Unemployment and sickness benefits have noi been adjusted since 1961. The Depart-, ment of Labour and National Service admits that several thousand people who are receiving unemployment benefit are virtually permanently in receipt of such benefit because they are not ill enough to qualify for an invalid pension and there is no light work available for them. A single person in such a position gets $8.25 a week. It is scandalous to expect anyone to exist on that amount. If a person is in poor physical condition, is aged between 50 and 65 years, is not 85% permanently physically incapacitated and cannot get light work, he has to exist on $8.25 a week. Does not the Minister agree that this pension rate should be adjusted after 7 years? Of course he does. He is nodding his head in agreement. Why has the rate not been adjusted? Is the Government taking advantage of the people in this category because they have no real value as voters and so need not be worried about? These rates must be adjusted, and adjusted immediately.

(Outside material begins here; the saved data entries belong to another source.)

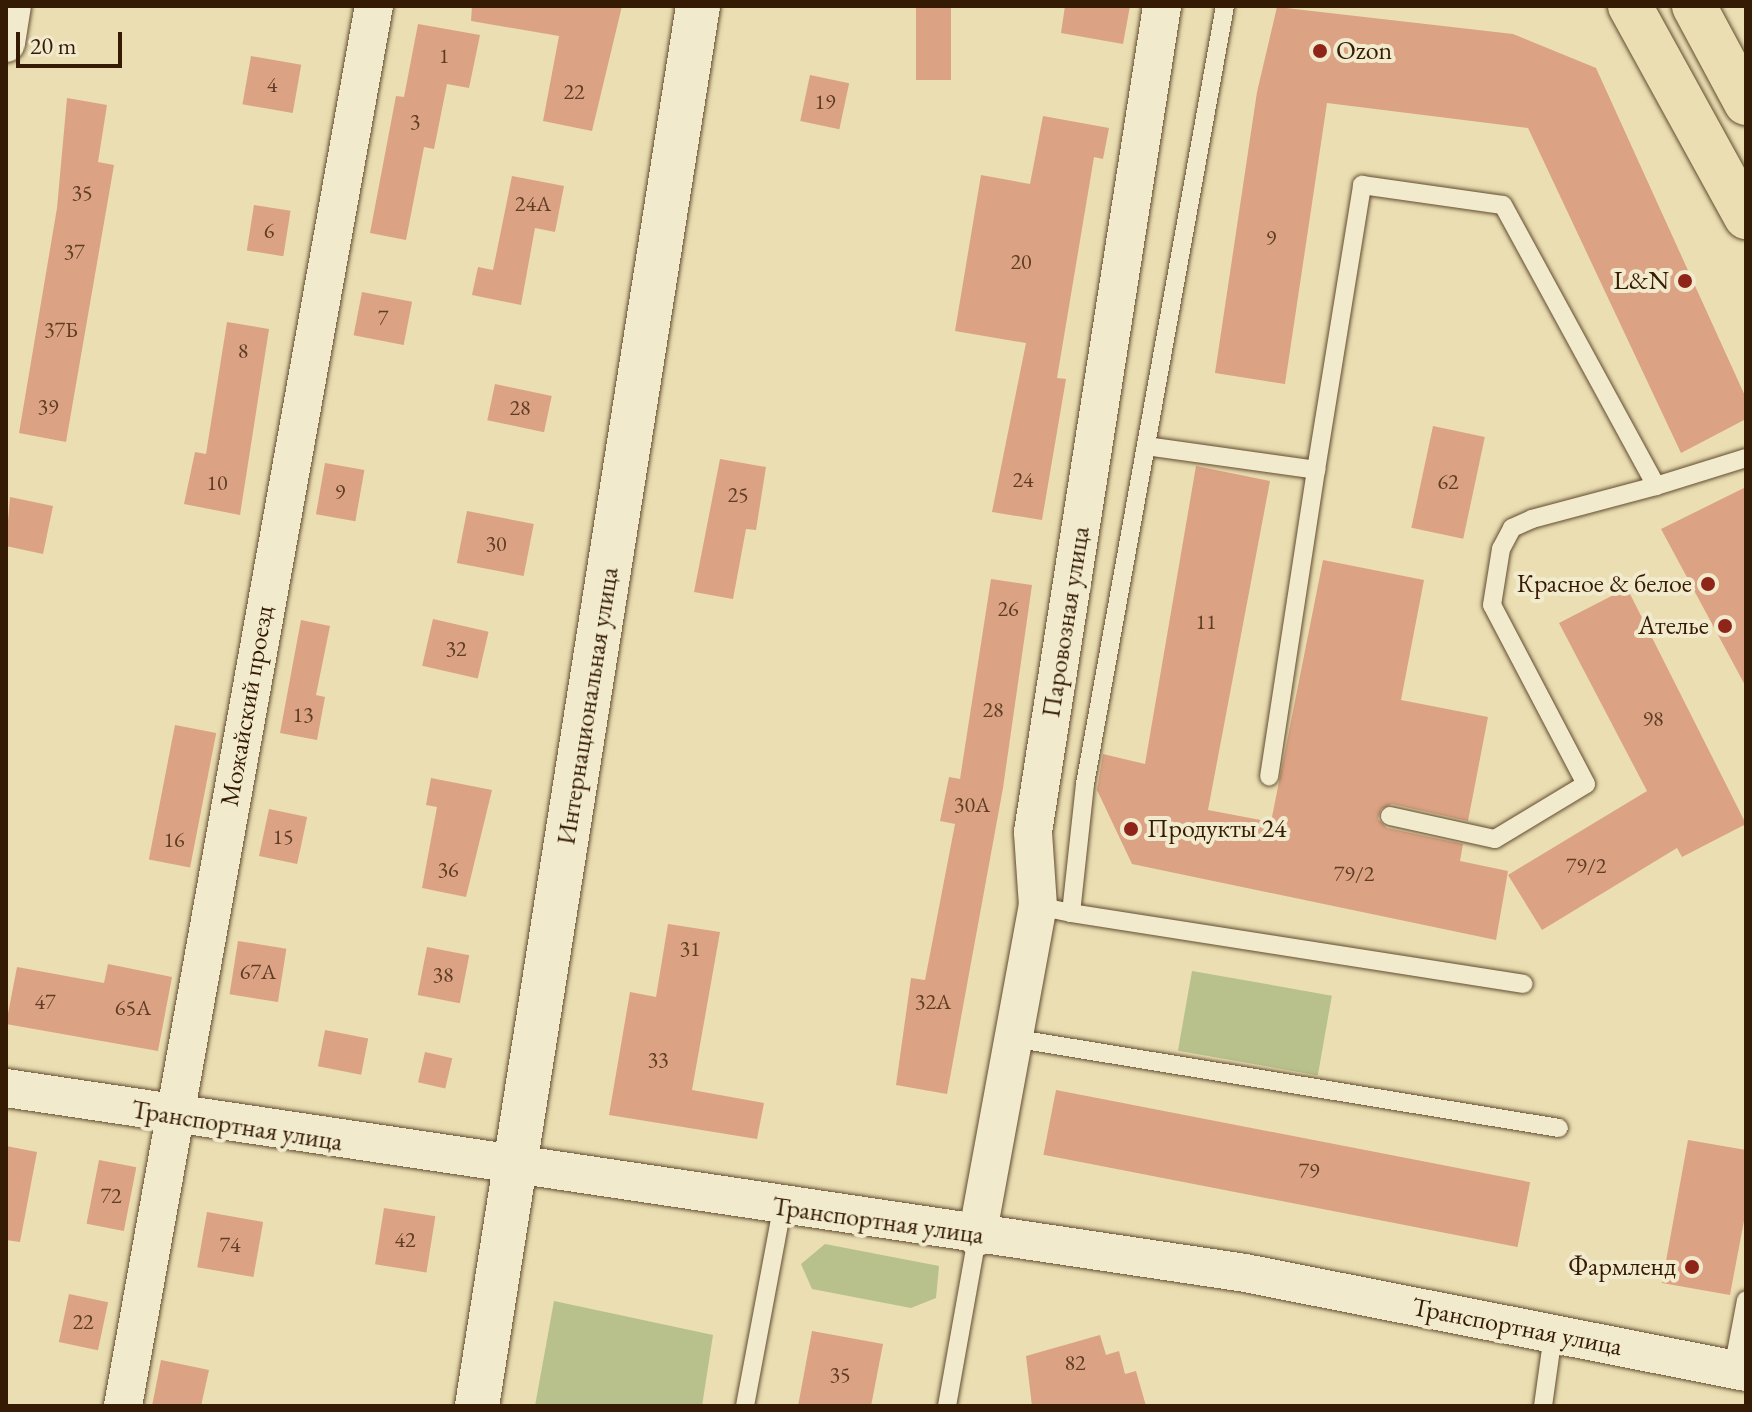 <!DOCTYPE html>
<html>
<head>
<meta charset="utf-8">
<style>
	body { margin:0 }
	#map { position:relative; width:1752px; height:1412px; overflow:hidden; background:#eadeb2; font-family:"EB Garamond",serif }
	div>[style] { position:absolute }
	.green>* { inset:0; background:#b8c18b; transform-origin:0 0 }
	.building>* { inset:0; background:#dba384; transform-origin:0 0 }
	.roads { filter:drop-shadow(0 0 2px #634c30) drop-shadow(0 0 2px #634c30) }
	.service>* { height:18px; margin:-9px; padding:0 9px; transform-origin:9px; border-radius:9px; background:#f1eacd }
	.minor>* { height:38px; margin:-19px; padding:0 19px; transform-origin:19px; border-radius:19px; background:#f1eacd }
	.tertiary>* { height:44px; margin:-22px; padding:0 22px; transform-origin:22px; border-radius:22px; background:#f1eacd }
	.primary>* { height:44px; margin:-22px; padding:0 22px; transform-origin:22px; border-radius:22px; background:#eadeb2 }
	.dots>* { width:22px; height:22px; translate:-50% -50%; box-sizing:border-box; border:4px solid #f1eacd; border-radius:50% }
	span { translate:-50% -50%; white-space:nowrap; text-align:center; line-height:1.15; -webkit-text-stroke:8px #f1eacd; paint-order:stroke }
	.number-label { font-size:22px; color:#5f3d24 }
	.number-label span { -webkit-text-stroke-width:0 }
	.poi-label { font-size:26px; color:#361b04 }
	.left { translate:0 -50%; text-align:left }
	.right { translate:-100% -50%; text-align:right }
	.street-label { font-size:26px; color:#361b04 }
	.frame { position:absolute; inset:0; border:8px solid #361b04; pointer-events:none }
	.scale { position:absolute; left:16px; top:32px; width:106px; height:36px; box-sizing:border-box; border:4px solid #361b04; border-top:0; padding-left:10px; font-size:24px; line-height:28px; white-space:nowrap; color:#361b04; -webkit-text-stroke:6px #f1eacd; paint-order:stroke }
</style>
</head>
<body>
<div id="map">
	<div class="green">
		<i style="left:1192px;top:971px;width:142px;height:81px;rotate:10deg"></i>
		<i style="clip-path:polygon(825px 1244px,939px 1266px,936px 1298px,911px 1308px,812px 1289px,801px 1264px)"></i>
		<i style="clip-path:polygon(554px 1301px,713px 1335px,702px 1406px,535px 1406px)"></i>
	</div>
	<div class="building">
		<i style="clip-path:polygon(472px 6px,622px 6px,592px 131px,543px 121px,559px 36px,471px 21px)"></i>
		<i style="left:916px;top:6px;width:35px;height:74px"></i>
		<i style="clip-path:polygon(1065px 6px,1130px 6px,1123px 44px,1061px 33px)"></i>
		<i style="clip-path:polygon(1277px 7px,1513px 34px,1596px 68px,1746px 398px,1746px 419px,1681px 453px,1528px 128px,1327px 103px,1285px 384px,1215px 373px,1257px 92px)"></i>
		<i style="clip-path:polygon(418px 24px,480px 35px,469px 88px,447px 84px,434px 149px,424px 147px,406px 240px,370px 233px,396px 96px,404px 97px)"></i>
		<i style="left:251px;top:56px;width:51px;height:49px;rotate:10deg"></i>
		<i style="left:810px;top:75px;width:40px;height:47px;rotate:12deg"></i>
		<i style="clip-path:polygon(67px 98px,107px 105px,98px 162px,114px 165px,66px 442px,19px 433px,57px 208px)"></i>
		<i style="clip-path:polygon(1043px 116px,1109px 128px,1103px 159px,1094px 157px,1057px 378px,1066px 379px,1042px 520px,992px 512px,1026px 343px,955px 331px,981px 175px,1030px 184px)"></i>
		<i style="clip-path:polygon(512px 176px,564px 186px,555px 232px,535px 228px,521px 305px,472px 295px,478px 267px,493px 270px)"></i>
		<i style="left:254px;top:205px;width:37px;height:46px;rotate:9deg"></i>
		<i style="left:362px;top:292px;width:51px;height:44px;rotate:11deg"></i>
		<i style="clip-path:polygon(227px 322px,269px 329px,240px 515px,184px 504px,195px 452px,206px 454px)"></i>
		<i style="left:495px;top:384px;width:58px;height:37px;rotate:12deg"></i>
		<i style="left:1433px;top:426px;width:53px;height:104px;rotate:12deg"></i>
		<i style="clip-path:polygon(720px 459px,766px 467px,756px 530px,746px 529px,733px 599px,694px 592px)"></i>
		<i style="left:325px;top:463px;width:40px;height:52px;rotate:10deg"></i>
		<i style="clip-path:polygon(1196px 466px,1270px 481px,1208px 810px,1271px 822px,1323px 560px,1424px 580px,1401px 700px,1488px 717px,1468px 821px,1392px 804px,1381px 809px,1378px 819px,1387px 828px,1463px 844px,1460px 861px,1508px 871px,1496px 940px,1132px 864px,1097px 790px,1103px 754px,1145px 764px)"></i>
		<i style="clip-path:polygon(1746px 487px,1746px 687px,1661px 529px)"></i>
		<i style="clip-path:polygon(10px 497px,53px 506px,43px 554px,6px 546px)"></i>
		<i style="left:467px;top:511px;width:68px;height:53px;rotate:11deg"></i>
		<i style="clip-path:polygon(991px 579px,1032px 585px,1003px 788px,947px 1094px,896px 1085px,911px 978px,925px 980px,955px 824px,940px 821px,949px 777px,960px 779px)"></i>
		<i style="clip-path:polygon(1627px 588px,1746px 824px,1682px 857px,1677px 848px,1542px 930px,1508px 875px,1647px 791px,1559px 623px)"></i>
		<i style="left:433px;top:619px;width:57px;height:48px;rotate:13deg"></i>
		<i style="clip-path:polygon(301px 620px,330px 626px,316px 695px,325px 697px,317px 740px,280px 733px)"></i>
		<i style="left:175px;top:725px;width:42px;height:137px;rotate:11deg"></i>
		<i style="clip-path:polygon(431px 778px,492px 790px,466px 897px,422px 888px,437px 807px,426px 805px)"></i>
		<i style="left:269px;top:809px;width:39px;height:48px;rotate:12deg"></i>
		<i style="clip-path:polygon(668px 924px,720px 932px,692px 1090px,764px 1103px,757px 1139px,609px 1115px,630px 992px,656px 997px)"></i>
		<i style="left:238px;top:941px;width:49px;height:54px;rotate:9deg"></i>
		<i style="left:427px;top:947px;width:43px;height:49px;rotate:11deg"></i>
		<i style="clip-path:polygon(108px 964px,172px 977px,158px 1051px,6px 1024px,17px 967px,104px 983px)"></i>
		<i style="left:325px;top:1030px;width:44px;height:37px;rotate:11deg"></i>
		<i style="left:425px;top:1052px;width:28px;height:31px;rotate:13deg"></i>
		<i style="left:1056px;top:1090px;width:483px;height:66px;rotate:11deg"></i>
		<i style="clip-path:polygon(1688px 1140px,1746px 1150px,1746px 1210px,1730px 1295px,1662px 1283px)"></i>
		<i style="clip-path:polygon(6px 1146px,37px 1152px,20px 1242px,6px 1240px)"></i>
		<i style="left:99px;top:1160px;width:38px;height:65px;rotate:11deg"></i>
		<i style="left:384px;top:1208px;width:52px;height:57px;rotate:9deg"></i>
		<i style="left:207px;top:1212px;width:57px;height:56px;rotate:10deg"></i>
		<i style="left:69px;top:1294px;width:40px;height:49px;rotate:12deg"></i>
		<i style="clip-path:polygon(812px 1331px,883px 1344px,871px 1406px,798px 1406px)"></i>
		<i style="clip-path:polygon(1100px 1335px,1106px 1355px,1119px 1351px,1125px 1374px,1136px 1371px,1146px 1406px,1032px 1406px,1026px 1356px)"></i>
		<i style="clip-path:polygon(161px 1360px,209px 1370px,201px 1406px,152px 1406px)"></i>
	</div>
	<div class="roads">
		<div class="service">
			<i style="left:1146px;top:446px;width:172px;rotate:8deg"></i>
			<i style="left:1316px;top:470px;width:310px;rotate:98.7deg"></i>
			<i style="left:1316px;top:470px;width:289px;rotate:-80.8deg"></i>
			<i style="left:1362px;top:185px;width:142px;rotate:8.1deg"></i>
			<i style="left:1503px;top:205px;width:320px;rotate:61.4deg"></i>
			<i style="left:1656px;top:486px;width:94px;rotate:-17.3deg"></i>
			<i style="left:1390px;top:816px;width:107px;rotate:12.4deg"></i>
			<i style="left:1495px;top:839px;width:106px;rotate:-31.1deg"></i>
			<i style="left:1586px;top:784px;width:202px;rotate:-117.7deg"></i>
			<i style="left:1492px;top:605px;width:57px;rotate:-80.9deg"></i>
			<i style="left:1501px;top:549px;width:24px;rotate:-62deg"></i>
			<i style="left:1512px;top:528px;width:22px;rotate:-24deg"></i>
			<i style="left:1532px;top:519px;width:128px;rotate:-14.9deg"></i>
			<i style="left:1038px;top:906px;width:34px;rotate:12deg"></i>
			<i style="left:1071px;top:913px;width:130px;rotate:-83.8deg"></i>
			<i style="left:1085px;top:784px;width:790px;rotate:-79.8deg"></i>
			<i style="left:1071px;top:913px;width:458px;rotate:8.9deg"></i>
			<i style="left:1018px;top:1039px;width:548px;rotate:9.34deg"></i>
			<i style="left:1733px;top:1369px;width:70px;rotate:-79.3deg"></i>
			<i style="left:745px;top:1406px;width:201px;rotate:-79.4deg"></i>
			<i style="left:947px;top:1406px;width:172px;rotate:-79.9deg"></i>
			<i style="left:1543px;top:1406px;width:72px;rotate:-82deg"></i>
		</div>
		<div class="minor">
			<i style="left:6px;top:43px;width:37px;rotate:-81deg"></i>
			<i style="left:6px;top:1088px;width:1253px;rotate:8.49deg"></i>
			<i style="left:1245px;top:1273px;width:511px;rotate:11.18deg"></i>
			<i style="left:977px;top:1237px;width:337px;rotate:-79.6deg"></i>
			<i style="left:1038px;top:906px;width:74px;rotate:-93.9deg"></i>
			<i style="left:1033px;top:832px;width:836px;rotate:-81.12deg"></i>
			<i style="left:123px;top:1406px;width:1422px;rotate:-79.84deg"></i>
		</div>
		<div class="tertiary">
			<i style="left:477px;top:1406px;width:1417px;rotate:-81.03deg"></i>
		</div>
		<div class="primary">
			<i style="left:1630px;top:6px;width:241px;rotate:61.2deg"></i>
			<i style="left:1694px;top:6px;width:110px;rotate:61.8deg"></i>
		</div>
	</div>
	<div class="dots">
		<i style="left:1320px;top:51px;background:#8f2418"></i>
		<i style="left:1685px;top:281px;background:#8f2418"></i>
		<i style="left:1708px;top:584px;background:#8f2418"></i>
		<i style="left:1725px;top:626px;background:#8f2418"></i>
		<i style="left:1131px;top:829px;background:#8f2418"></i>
		<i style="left:1692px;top:1267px;background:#8f2418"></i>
	</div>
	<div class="number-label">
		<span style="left:444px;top:56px">1</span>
		<span style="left:272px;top:85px">4</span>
		<span style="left:574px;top:92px">22</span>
		<span style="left:825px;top:102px">19</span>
		<span style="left:415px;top:122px">3</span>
		<span style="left:82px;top:193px">35</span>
		<span style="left:533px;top:204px">24А</span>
		<span style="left:269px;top:231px">6</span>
		<span style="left:1271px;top:238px">9</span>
		<span style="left:74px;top:252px">37</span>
		<span style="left:1021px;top:262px">20</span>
		<span style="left:383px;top:318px">7</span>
		<span style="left:61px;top:330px">37Б</span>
		<span style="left:243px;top:351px">8</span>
		<span style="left:48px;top:407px">39</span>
		<span style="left:520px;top:408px">28</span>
		<span style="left:1023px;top:480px">24</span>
		<span style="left:1448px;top:482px">62</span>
		<span style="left:217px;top:483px">10</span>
		<span style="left:340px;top:492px">9</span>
		<span style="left:738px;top:495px">25</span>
		<span style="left:496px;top:544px">30</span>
		<span style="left:1008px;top:609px">26</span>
		<span style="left:1206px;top:622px">11</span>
		<span style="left:456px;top:649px">32</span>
		<span style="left:993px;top:710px">28</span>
		<span style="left:303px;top:715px">13</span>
		<span style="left:1653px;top:719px">98</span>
		<span style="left:972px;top:805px">30А</span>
		<span style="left:283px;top:837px">15</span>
		<span style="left:174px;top:840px">16</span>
		<span style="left:1586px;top:866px">79/2</span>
		<span style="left:448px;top:870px">36</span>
		<span style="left:1354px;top:874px">79/2</span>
		<span style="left:690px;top:949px">31</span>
		<span style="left:258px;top:972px">67А</span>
		<span style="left:443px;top:975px">38</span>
		<span style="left:45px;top:1002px">47</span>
		<span style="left:933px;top:1002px">32А</span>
		<span style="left:133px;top:1008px">65А</span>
		<span style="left:658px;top:1060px">33</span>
		<span style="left:1309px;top:1171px">79</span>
		<span style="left:111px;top:1196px">72</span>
		<span style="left:405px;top:1240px">42</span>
		<span style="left:230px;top:1245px">74</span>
		<span style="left:83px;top:1322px">22</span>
		<span style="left:1075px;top:1363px">82</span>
		<span style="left:840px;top:1375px">35</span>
	</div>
	<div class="poi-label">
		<span class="left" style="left:1336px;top:51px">Ozon</span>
		<span class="right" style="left:1669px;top:281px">L&amp;N</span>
		<span class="right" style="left:1692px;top:584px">Красное &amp; белое</span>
		<span class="right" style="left:1709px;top:626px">Ателье</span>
		<span class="left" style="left:1147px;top:829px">Продукты 24</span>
		<span class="right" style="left:1676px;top:1267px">Фармленд</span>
	</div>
	<div class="street-label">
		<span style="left:1066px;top:622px;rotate:-81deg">Паровозная улица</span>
		<span style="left:247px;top:706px;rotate:-80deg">Можайский проезд</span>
		<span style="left:588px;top:706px;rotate:-81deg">Интернациональная улица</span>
		<span style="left:237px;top:1126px;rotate:9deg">Транспортная улица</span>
		<span style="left:878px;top:1221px;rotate:8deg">Транспортная улица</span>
		<span style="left:1517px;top:1327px;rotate:11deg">Транспортная улица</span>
	</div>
	<div class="frame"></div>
	<div class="scale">20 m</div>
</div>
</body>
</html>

The Minister said that he wanted constructive suggestions. There is nothing to prevent the Government from introducing a supplementary Budget. The Minister is unfettered and if he does introduce a supplementary measure we will support it wholeheartedly. In 1967 the permissible income was adjusted. It had not been adjusted since 1954 and it had deteriorated in value. The Government eased the means test and suggested that the situation had been improved. However, in 1954 when the pension for a single person was $7 a week the allowable income was $7 a week. In other words the allowable income represented 100% of the pension. Today the pension for a single person is $13 a week and the allowable income $10, which represents only 77% of the pension. The allowable income for a married couple has deteriorated by 27% to 73% of the pension. This proves my claim that the value of the allowable income has deteriorated.


Mr DEPUTY SPEAKER -Order! The honourable member's time has expired.